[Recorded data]
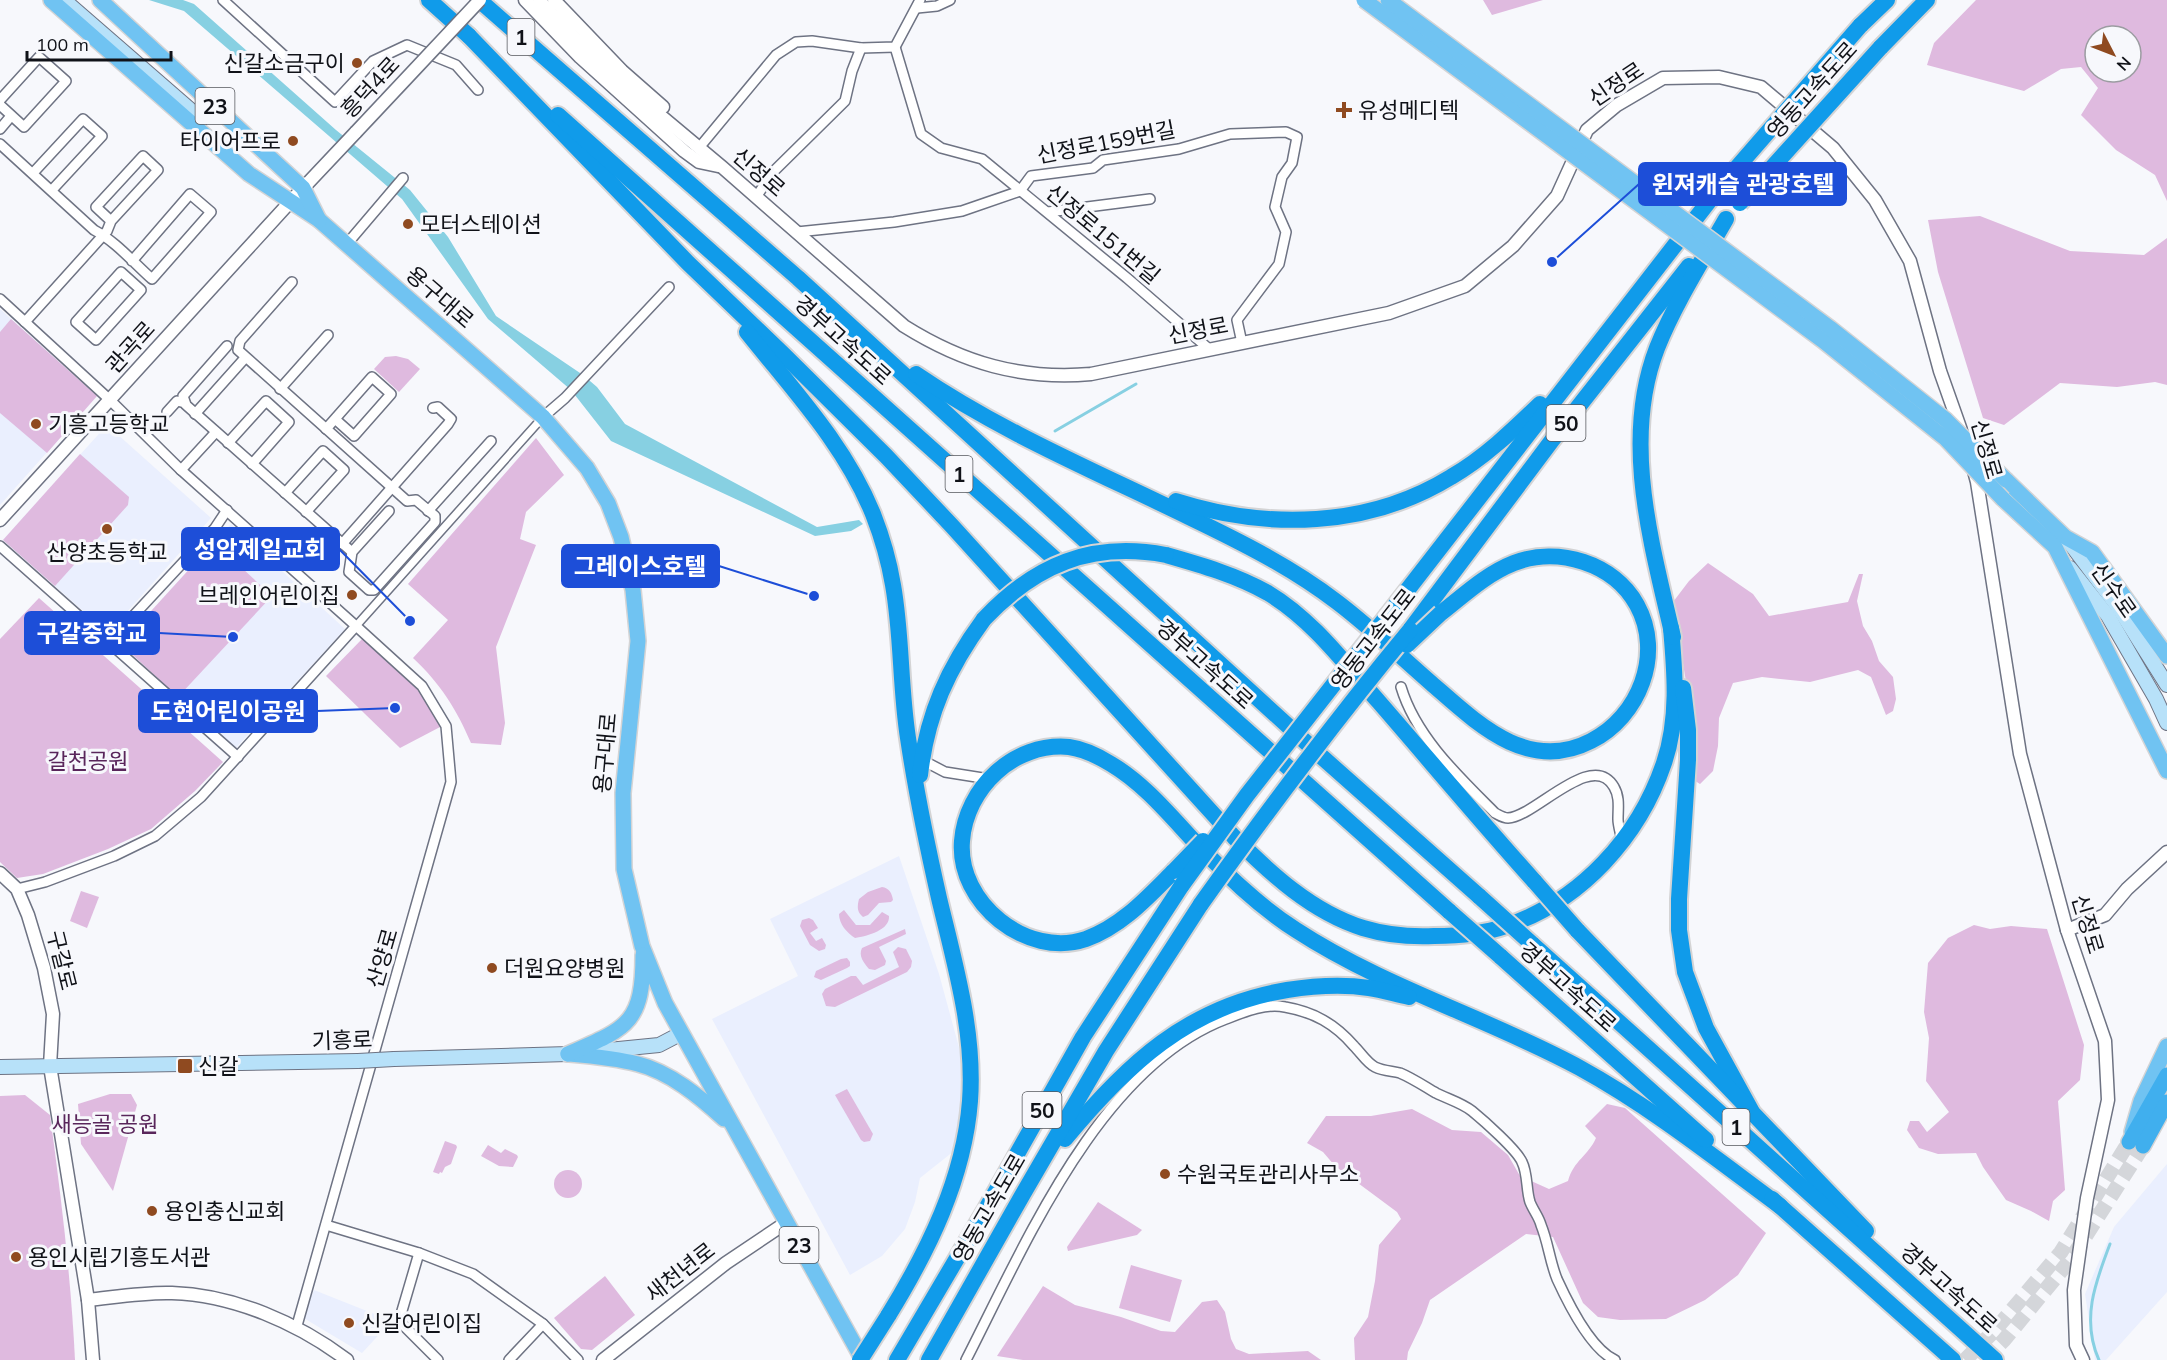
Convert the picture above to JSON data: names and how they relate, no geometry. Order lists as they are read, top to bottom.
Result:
{
  "streets": {
    "highway": [
      "1",
      "영동고속도로",
      "경부고속도로",
      "50"
    ],
    "main road": [
      "23",
      "용구대로",
      "신수로",
      "기흥로"
    ],
    "street": [
      "신정로",
      "흥덕4로",
      "신정로159번길",
      "신정로151번길",
      "관곡로",
      "산양로",
      "구갈로",
      "새천년로"
    ]
  },
  "crossings": [
    ["신정로", "신정로159번길"],
    ["신정로", "신정로151번길"],
    ["흥덕4로", "용구대로"],
    ["흥덕4로", "경부고속도로"],
    ["흥덕4로", "관곡로"],
    ["23", "용구대로"],
    ["신정로159번길", "신정로151번길"],
    ["용구대로", "관곡로"],
    ["용구대로", "기흥로"],
    ["용구대로", "새천년로"],
    ["관곡로", "산양로"],
    ["구갈로", "기흥로"]
  ],
  "parks": ["갈천공원", "새능골 공원"],
  "places": {
    "other": [
      "신갈소금구이",
      "타이어프로",
      "모터스테이션",
      "윈져캐슬 관광호텔",
      "기흥고등학교",
      "산양초등학교",
      "브레인어린이집",
      "그레이스호텔",
      "성암제일교회",
      "구갈중학교",
      "도현어린이공원",
      "더원요양병원",
      "수원국토관리사무소",
      "용인충신교회",
      "용인시립기흥도서관",
      "신갈어린이집"
    ],
    "health": ["유성메디텍"],
    "transit": ["신갈"]
  },
  "scale_bar": "100 m",
  "north": "bottom right"
}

* What the task requires *
Your reply should be a single number: the count of lines above that contain the word "bottom".

* Output for this exercise *
2